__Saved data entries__

━━━━━━━━━━

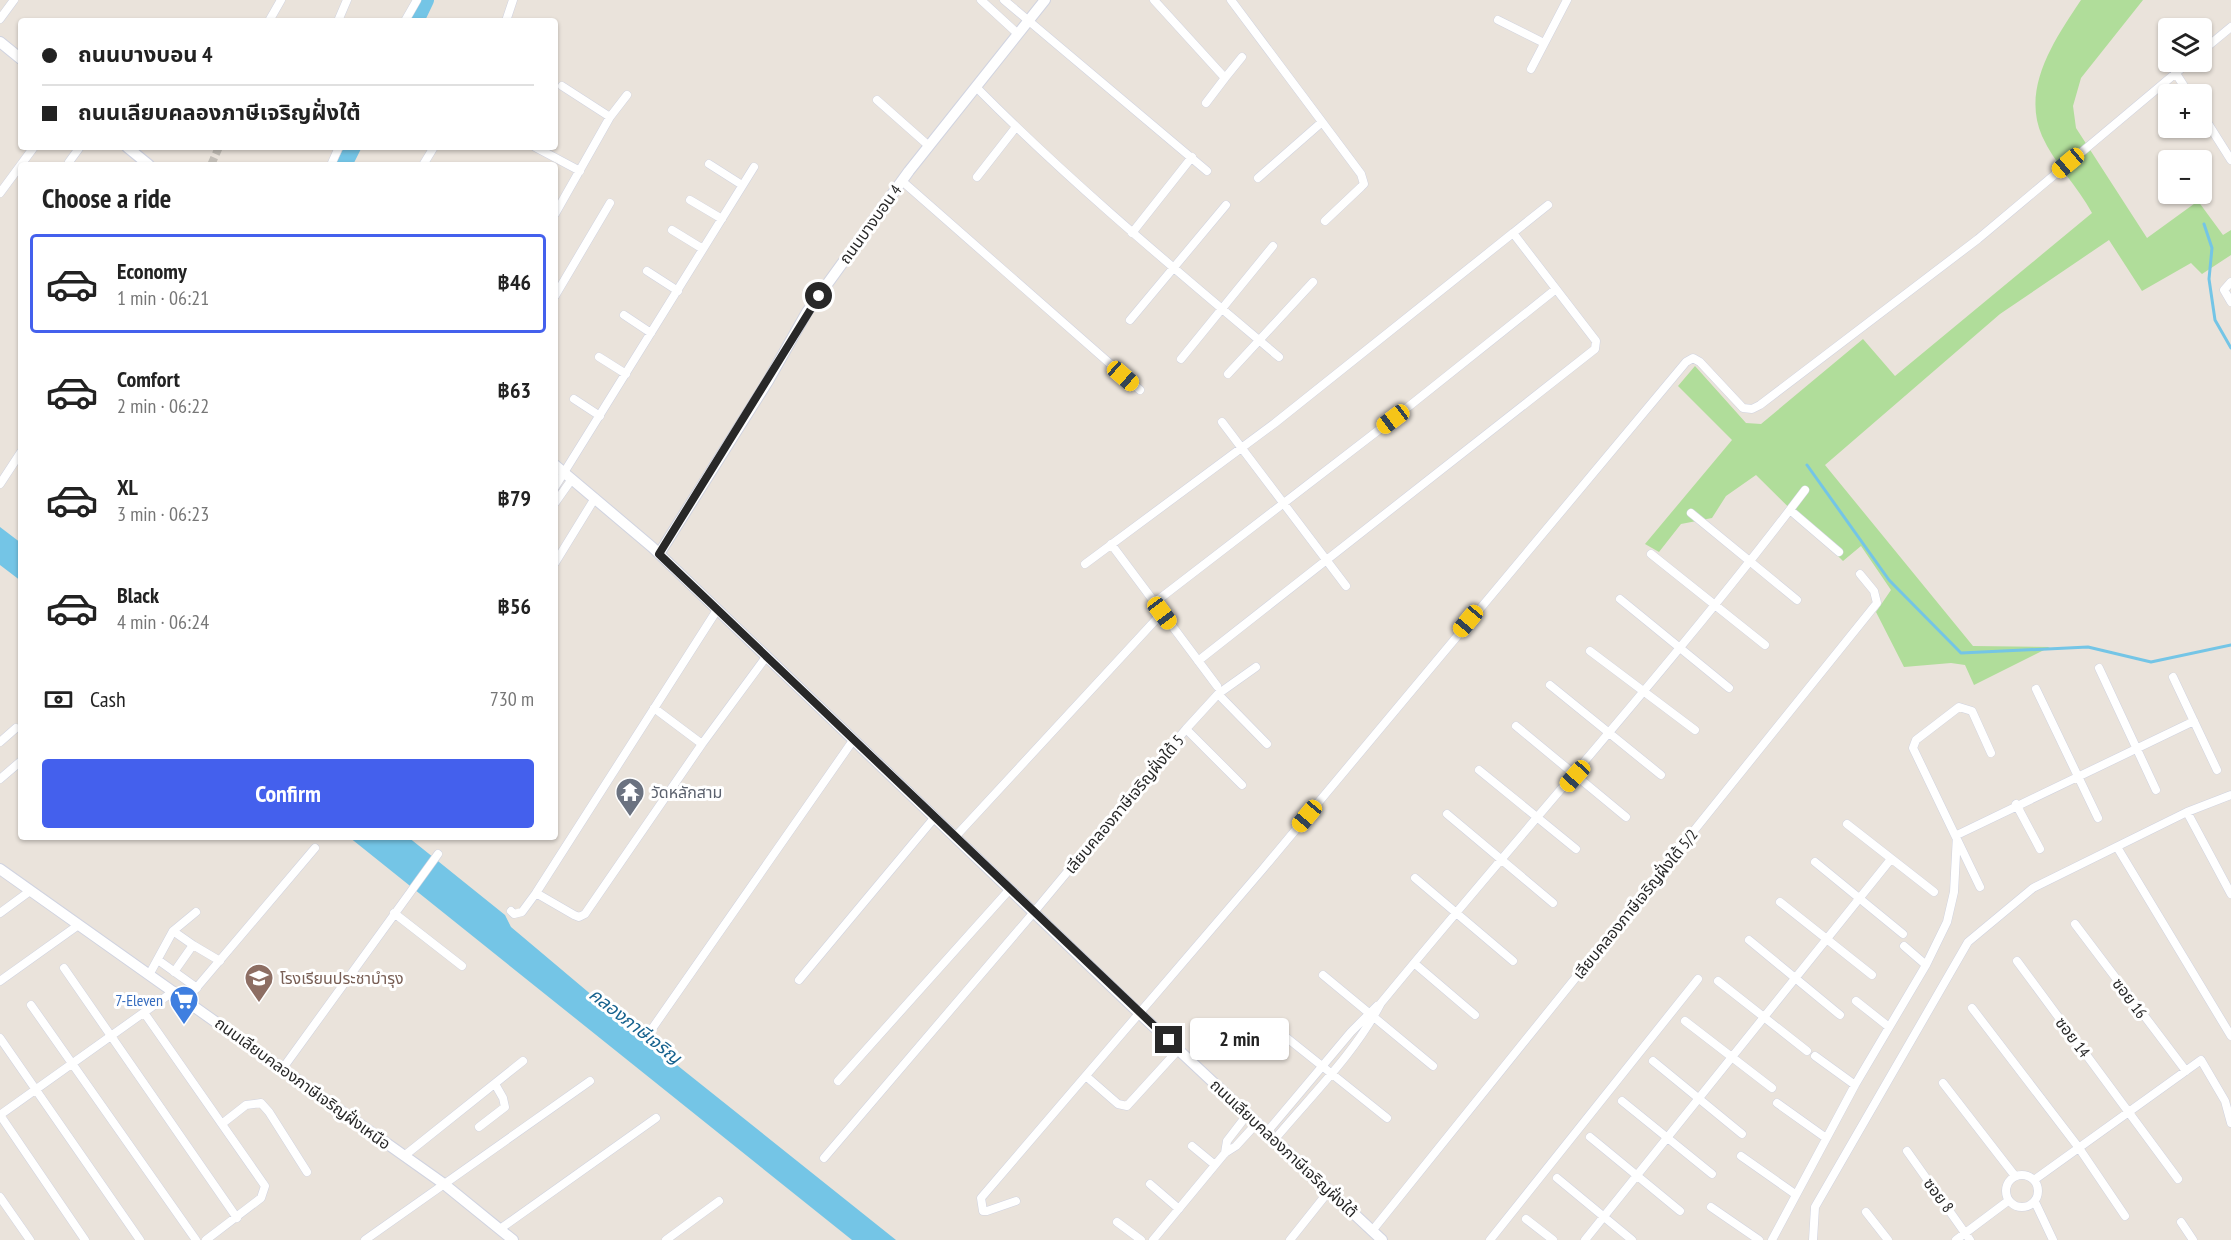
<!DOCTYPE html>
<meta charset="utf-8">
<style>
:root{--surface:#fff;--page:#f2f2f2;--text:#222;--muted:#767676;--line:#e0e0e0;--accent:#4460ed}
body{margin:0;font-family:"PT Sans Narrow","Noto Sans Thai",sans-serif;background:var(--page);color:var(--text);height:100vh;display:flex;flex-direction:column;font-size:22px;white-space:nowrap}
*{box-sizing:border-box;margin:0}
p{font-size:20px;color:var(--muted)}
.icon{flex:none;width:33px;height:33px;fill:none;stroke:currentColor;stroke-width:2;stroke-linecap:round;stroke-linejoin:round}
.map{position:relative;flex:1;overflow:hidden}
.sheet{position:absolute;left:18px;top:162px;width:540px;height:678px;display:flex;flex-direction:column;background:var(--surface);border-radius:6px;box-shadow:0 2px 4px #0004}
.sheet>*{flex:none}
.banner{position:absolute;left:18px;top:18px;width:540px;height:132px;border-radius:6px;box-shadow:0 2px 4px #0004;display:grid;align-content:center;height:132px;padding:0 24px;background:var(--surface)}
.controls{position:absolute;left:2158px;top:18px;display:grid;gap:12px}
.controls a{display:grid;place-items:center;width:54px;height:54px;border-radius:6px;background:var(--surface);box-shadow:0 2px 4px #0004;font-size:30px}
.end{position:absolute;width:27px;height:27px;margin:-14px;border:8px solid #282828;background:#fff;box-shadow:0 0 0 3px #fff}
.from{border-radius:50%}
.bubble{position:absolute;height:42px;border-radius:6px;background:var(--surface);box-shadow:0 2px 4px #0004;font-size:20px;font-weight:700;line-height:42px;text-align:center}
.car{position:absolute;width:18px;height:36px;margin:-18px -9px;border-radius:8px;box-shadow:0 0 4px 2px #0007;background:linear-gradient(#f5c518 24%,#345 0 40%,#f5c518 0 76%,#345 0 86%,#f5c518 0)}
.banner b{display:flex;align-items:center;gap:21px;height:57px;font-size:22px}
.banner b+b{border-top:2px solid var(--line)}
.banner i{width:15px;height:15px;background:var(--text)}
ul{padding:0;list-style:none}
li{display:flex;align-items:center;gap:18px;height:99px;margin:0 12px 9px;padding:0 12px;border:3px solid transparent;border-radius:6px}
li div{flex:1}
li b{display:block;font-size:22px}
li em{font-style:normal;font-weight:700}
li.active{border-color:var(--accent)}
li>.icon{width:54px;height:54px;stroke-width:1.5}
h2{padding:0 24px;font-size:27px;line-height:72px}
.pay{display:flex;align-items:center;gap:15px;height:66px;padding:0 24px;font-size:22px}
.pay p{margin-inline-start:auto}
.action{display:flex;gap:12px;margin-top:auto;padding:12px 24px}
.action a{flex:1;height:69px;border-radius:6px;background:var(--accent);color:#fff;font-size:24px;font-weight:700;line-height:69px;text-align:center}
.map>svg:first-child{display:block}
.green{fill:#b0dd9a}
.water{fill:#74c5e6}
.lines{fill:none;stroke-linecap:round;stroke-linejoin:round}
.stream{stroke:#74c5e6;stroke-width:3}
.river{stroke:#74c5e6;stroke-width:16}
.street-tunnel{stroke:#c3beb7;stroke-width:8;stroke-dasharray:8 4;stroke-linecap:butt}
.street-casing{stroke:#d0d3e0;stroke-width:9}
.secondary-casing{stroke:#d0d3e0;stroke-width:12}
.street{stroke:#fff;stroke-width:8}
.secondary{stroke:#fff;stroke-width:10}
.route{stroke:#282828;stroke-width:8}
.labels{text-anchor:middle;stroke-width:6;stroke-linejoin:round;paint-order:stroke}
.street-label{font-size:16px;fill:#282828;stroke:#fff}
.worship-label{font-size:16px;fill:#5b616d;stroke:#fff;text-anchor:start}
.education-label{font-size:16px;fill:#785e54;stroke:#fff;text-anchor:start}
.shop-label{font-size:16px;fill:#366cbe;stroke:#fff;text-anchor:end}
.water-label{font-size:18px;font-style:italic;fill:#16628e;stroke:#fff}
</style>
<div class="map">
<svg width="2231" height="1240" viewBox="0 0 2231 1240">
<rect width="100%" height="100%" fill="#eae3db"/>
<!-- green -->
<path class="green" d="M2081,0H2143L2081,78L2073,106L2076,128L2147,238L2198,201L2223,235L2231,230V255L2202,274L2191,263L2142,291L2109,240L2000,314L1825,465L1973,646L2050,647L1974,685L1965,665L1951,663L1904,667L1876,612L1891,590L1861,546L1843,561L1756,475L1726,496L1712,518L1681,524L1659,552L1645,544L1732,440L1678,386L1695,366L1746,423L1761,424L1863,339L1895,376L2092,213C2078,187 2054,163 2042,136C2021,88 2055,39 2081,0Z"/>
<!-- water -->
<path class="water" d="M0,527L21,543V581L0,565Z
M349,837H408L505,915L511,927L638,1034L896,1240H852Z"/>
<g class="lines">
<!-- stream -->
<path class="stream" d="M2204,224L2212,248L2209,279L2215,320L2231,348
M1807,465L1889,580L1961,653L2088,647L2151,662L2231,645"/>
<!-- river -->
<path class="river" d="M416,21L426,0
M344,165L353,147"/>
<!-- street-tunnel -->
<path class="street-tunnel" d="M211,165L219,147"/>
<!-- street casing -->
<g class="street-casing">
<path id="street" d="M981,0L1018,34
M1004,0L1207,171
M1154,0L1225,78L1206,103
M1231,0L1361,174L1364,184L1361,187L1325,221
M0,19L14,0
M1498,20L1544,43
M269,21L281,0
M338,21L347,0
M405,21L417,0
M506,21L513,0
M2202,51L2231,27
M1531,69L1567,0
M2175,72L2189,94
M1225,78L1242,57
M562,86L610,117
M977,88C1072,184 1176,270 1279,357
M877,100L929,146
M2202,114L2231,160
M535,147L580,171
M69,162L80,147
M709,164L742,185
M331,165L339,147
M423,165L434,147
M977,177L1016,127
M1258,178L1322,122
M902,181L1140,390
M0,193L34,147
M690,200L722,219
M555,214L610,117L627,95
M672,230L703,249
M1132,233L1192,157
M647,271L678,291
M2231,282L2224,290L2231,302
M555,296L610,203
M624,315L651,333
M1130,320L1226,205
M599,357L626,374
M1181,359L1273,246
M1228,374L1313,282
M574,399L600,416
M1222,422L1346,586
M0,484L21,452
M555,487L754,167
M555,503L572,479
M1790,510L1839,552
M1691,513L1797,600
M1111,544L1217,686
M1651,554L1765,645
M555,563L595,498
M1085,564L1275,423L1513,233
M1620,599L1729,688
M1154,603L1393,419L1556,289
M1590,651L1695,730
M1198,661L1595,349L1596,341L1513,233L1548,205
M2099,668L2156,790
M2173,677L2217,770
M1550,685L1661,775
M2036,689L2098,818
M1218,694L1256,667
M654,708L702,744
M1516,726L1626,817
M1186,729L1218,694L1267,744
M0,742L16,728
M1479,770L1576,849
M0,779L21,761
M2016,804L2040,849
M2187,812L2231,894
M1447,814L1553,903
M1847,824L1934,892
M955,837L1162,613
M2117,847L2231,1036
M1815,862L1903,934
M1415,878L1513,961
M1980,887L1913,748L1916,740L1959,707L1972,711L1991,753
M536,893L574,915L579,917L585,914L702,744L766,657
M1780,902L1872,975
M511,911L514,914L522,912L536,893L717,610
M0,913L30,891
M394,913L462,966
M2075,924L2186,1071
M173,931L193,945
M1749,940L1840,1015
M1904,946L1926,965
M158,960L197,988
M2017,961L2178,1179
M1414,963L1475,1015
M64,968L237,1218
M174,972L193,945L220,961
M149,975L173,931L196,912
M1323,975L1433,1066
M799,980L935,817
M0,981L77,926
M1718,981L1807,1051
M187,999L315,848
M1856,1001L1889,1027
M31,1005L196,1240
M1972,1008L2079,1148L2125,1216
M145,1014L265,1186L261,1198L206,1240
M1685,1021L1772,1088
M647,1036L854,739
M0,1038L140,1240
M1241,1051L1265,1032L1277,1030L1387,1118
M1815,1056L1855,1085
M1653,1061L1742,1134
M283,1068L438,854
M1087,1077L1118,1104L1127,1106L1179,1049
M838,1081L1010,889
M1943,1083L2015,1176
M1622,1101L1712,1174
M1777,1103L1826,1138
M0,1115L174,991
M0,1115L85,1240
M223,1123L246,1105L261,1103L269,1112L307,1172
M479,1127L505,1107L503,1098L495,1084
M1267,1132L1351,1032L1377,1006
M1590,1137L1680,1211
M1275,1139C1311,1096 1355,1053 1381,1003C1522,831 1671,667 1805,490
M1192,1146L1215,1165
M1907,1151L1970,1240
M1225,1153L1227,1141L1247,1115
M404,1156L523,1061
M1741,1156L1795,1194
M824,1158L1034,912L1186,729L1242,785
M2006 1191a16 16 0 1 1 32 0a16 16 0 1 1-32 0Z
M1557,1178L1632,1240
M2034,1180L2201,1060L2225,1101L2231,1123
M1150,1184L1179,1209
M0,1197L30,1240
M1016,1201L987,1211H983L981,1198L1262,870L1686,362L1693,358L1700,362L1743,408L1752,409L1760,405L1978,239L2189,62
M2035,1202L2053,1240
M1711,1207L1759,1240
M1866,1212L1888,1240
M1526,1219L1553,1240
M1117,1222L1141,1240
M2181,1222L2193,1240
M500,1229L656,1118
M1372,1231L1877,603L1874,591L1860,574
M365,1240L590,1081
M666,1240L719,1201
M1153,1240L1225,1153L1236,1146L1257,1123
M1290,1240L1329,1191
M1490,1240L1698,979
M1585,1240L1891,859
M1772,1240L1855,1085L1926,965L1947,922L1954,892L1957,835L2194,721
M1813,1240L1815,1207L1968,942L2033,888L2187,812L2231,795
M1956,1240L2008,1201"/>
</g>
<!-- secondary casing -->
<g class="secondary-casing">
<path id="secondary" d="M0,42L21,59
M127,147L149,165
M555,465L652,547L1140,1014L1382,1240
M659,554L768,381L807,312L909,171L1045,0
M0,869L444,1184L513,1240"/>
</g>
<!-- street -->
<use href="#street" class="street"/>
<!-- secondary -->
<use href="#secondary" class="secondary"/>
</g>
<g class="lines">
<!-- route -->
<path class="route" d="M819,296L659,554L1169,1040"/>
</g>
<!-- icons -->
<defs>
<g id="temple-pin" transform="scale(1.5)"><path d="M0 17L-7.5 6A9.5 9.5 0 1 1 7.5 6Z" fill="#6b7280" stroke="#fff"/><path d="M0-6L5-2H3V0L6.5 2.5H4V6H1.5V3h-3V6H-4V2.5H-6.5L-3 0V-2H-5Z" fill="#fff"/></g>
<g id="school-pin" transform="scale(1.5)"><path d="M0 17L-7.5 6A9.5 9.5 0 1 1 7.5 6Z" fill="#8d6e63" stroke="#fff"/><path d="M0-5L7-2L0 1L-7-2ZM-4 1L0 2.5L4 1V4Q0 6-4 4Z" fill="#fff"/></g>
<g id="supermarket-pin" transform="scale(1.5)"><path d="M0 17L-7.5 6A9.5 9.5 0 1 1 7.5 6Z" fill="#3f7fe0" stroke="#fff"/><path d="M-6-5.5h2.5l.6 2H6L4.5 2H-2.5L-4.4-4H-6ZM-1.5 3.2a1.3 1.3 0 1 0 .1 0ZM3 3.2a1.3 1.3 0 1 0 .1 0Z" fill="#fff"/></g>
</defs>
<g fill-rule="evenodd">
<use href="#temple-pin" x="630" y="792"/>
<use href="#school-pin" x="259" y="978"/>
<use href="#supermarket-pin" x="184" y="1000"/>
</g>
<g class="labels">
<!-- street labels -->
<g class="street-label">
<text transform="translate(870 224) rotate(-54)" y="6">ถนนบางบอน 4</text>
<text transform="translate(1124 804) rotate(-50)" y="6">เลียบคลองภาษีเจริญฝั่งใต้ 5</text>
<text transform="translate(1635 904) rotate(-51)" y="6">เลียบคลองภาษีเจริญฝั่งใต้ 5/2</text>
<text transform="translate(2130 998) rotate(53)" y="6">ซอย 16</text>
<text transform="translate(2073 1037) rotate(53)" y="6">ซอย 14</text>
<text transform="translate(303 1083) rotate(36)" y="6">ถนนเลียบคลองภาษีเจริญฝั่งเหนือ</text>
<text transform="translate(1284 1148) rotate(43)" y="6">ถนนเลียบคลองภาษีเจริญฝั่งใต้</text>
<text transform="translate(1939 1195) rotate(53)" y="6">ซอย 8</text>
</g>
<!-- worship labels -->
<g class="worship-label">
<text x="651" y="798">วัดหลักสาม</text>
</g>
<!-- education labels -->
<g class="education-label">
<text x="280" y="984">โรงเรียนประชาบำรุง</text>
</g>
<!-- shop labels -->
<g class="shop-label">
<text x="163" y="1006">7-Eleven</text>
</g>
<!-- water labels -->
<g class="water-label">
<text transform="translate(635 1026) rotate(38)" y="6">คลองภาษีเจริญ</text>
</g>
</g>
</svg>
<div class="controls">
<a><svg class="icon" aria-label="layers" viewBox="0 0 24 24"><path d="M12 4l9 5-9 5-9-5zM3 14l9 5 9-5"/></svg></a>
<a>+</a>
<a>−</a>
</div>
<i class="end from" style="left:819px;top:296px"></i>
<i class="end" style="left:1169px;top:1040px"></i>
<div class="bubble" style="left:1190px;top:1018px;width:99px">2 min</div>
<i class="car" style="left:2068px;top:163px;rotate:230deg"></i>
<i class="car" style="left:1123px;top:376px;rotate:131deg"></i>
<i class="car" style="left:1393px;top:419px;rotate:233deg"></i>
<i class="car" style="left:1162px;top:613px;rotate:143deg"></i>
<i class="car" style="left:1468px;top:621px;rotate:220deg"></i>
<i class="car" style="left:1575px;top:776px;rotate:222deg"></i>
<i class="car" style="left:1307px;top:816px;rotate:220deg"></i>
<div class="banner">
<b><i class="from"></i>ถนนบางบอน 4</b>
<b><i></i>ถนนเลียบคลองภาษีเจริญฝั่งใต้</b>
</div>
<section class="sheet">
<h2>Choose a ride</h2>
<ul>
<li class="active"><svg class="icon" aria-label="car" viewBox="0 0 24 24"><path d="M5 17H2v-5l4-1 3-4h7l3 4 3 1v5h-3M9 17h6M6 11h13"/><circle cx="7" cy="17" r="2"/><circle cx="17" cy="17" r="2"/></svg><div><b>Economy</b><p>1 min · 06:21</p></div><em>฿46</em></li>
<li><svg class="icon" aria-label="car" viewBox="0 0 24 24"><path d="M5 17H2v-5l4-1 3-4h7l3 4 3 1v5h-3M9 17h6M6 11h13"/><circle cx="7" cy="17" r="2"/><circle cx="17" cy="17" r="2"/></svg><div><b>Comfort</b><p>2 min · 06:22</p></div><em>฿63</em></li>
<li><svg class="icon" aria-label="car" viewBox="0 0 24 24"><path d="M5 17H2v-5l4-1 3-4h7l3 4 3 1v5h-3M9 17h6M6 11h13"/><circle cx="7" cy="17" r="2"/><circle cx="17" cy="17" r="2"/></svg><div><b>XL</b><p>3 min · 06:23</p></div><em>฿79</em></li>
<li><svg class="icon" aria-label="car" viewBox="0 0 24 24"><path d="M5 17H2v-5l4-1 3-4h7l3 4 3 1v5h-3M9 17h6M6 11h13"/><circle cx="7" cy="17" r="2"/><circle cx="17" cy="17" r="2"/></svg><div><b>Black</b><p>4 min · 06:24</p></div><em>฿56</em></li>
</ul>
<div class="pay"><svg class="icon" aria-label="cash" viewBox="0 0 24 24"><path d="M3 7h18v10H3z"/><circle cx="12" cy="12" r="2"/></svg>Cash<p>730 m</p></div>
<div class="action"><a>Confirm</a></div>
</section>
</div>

━━━━━━━━━━

__WHAT IS REQUIRED__
Every line of the records that includes the word "solid" should be gathered.

__EXPECTED ANSWER__
.end{position:absolute;width:27px;height:27px;margin:-14px;border:8px solid #282828;background:#fff;box-shadow:0 0 0 3px #fff}
.banner b+b{border-top:2px solid var(--line)}
li{display:flex;align-items:center;gap:18px;height:99px;margin:0 12px 9px;padding:0 12px;border:3px solid transparent;border-radius:6px}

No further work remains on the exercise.